Data excerpts:
·····

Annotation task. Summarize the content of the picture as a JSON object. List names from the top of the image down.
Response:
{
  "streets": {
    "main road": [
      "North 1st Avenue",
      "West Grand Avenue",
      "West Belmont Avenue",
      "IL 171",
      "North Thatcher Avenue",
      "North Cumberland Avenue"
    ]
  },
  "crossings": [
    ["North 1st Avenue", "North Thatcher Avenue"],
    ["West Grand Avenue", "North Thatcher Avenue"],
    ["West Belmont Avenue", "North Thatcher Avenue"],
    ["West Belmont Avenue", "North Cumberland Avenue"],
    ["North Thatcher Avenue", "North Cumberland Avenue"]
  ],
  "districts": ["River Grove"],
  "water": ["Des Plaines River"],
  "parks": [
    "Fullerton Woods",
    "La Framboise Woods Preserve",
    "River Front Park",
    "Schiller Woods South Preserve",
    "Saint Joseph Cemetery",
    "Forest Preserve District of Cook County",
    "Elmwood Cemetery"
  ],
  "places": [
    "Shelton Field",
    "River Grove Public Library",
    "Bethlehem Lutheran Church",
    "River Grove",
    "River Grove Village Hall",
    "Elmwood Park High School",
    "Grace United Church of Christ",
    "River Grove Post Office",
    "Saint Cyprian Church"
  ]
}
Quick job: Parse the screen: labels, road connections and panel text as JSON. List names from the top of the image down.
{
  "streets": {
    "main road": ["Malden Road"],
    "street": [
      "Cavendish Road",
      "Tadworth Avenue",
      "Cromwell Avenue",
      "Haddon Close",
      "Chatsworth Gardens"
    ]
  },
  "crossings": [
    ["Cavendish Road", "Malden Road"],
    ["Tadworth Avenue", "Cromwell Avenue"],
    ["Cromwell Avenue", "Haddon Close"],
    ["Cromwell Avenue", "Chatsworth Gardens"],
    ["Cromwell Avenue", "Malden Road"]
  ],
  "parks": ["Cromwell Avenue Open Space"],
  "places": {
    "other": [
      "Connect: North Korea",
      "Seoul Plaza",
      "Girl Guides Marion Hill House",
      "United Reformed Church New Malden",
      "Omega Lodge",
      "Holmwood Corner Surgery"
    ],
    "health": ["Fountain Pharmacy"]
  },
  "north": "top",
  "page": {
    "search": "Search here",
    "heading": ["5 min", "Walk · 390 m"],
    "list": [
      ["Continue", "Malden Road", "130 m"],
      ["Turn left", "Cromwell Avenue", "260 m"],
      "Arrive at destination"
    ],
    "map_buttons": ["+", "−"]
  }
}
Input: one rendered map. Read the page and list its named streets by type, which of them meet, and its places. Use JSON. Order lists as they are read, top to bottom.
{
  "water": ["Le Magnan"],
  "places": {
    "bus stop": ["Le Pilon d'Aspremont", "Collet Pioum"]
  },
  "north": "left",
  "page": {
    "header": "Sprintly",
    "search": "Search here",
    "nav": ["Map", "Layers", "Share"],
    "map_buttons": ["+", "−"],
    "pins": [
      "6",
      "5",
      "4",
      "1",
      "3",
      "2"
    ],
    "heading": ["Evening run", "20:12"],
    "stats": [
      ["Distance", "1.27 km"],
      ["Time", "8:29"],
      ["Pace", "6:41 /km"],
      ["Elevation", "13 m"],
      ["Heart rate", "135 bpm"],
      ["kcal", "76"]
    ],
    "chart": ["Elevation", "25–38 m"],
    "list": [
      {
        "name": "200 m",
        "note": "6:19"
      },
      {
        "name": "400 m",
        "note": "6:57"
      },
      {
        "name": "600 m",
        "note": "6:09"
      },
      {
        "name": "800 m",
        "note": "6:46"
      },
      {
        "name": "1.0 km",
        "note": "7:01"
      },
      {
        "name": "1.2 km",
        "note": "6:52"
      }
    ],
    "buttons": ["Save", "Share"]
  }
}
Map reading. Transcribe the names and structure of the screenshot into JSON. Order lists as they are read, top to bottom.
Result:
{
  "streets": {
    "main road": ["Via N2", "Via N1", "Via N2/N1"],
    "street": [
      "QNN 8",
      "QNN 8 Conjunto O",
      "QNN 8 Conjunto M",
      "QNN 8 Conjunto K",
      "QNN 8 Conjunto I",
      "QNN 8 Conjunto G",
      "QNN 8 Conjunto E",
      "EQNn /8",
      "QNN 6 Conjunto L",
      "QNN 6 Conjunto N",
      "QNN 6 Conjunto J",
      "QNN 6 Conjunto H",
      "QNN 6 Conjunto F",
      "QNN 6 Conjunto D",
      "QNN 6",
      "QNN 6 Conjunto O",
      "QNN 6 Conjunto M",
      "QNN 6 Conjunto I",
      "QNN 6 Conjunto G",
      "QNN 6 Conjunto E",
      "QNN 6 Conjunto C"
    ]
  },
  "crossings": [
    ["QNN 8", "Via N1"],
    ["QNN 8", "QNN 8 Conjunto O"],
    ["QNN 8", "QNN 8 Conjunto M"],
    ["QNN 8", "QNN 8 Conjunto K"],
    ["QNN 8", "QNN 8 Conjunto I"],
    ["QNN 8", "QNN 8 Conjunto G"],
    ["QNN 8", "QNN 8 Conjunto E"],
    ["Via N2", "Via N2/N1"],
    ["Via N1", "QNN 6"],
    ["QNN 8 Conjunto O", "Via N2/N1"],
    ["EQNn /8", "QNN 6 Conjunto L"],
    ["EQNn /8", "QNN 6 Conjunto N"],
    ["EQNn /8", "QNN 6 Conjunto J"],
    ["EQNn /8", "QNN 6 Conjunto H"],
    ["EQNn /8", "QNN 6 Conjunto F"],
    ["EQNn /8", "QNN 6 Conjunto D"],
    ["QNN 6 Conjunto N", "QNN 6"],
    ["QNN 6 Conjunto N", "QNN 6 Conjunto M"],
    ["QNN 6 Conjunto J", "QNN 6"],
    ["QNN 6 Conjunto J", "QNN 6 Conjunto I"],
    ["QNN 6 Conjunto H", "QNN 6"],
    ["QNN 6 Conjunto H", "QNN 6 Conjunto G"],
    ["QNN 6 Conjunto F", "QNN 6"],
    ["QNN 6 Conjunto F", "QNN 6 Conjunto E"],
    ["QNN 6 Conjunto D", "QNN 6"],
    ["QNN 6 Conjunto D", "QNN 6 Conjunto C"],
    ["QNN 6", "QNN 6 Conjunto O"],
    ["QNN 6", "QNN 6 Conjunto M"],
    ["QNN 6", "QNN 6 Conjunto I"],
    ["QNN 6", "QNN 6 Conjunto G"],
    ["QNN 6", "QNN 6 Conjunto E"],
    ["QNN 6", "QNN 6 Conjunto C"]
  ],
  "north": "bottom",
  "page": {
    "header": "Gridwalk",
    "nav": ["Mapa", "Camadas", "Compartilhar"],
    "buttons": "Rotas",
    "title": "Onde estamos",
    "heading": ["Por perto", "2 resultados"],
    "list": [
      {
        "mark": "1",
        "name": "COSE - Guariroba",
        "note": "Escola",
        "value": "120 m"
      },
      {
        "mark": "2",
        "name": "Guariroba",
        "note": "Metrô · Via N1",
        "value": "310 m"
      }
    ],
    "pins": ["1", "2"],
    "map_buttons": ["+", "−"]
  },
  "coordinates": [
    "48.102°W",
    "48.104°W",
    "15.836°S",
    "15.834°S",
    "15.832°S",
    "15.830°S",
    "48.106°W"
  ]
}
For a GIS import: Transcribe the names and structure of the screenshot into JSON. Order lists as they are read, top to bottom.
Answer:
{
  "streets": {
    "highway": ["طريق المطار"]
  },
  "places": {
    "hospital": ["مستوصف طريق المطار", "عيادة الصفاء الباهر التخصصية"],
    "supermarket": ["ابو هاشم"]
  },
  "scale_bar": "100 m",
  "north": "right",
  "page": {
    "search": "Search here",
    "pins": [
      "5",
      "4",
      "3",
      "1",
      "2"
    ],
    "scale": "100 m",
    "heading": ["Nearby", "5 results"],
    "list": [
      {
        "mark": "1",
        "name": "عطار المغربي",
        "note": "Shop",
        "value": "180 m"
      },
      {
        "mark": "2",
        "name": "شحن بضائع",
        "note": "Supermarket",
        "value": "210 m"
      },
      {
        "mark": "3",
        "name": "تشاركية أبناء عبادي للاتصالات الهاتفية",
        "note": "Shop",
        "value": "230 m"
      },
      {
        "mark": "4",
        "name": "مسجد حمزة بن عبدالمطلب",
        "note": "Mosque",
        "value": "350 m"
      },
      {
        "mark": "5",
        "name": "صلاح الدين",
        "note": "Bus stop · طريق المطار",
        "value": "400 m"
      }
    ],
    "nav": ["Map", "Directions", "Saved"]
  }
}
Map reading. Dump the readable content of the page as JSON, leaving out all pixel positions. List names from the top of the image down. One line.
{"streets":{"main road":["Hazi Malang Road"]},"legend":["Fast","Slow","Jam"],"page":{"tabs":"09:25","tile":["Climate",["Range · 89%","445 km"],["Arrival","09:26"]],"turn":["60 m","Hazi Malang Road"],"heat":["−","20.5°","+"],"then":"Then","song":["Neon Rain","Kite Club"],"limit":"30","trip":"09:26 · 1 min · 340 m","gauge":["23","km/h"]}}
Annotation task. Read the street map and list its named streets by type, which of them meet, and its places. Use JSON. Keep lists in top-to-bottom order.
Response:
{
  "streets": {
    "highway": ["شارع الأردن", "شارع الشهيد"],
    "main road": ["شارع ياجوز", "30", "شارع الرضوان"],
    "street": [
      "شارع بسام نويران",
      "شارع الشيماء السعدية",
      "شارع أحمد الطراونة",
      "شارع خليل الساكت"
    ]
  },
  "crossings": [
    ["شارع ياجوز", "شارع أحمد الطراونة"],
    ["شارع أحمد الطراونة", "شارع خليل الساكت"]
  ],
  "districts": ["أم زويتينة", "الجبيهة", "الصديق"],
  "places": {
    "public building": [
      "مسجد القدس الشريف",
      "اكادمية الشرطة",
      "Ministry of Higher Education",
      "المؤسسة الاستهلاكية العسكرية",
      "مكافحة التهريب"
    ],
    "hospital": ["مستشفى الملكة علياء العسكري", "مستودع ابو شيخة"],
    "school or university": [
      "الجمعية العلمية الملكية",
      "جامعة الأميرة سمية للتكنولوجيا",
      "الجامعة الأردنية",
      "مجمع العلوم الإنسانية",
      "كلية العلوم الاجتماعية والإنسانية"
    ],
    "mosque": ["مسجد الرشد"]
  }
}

·····

Problem description: Whenever the string "which" shows up in a line of the records, that line counts; state how many lines count, and only that.

Solution to the problem: 2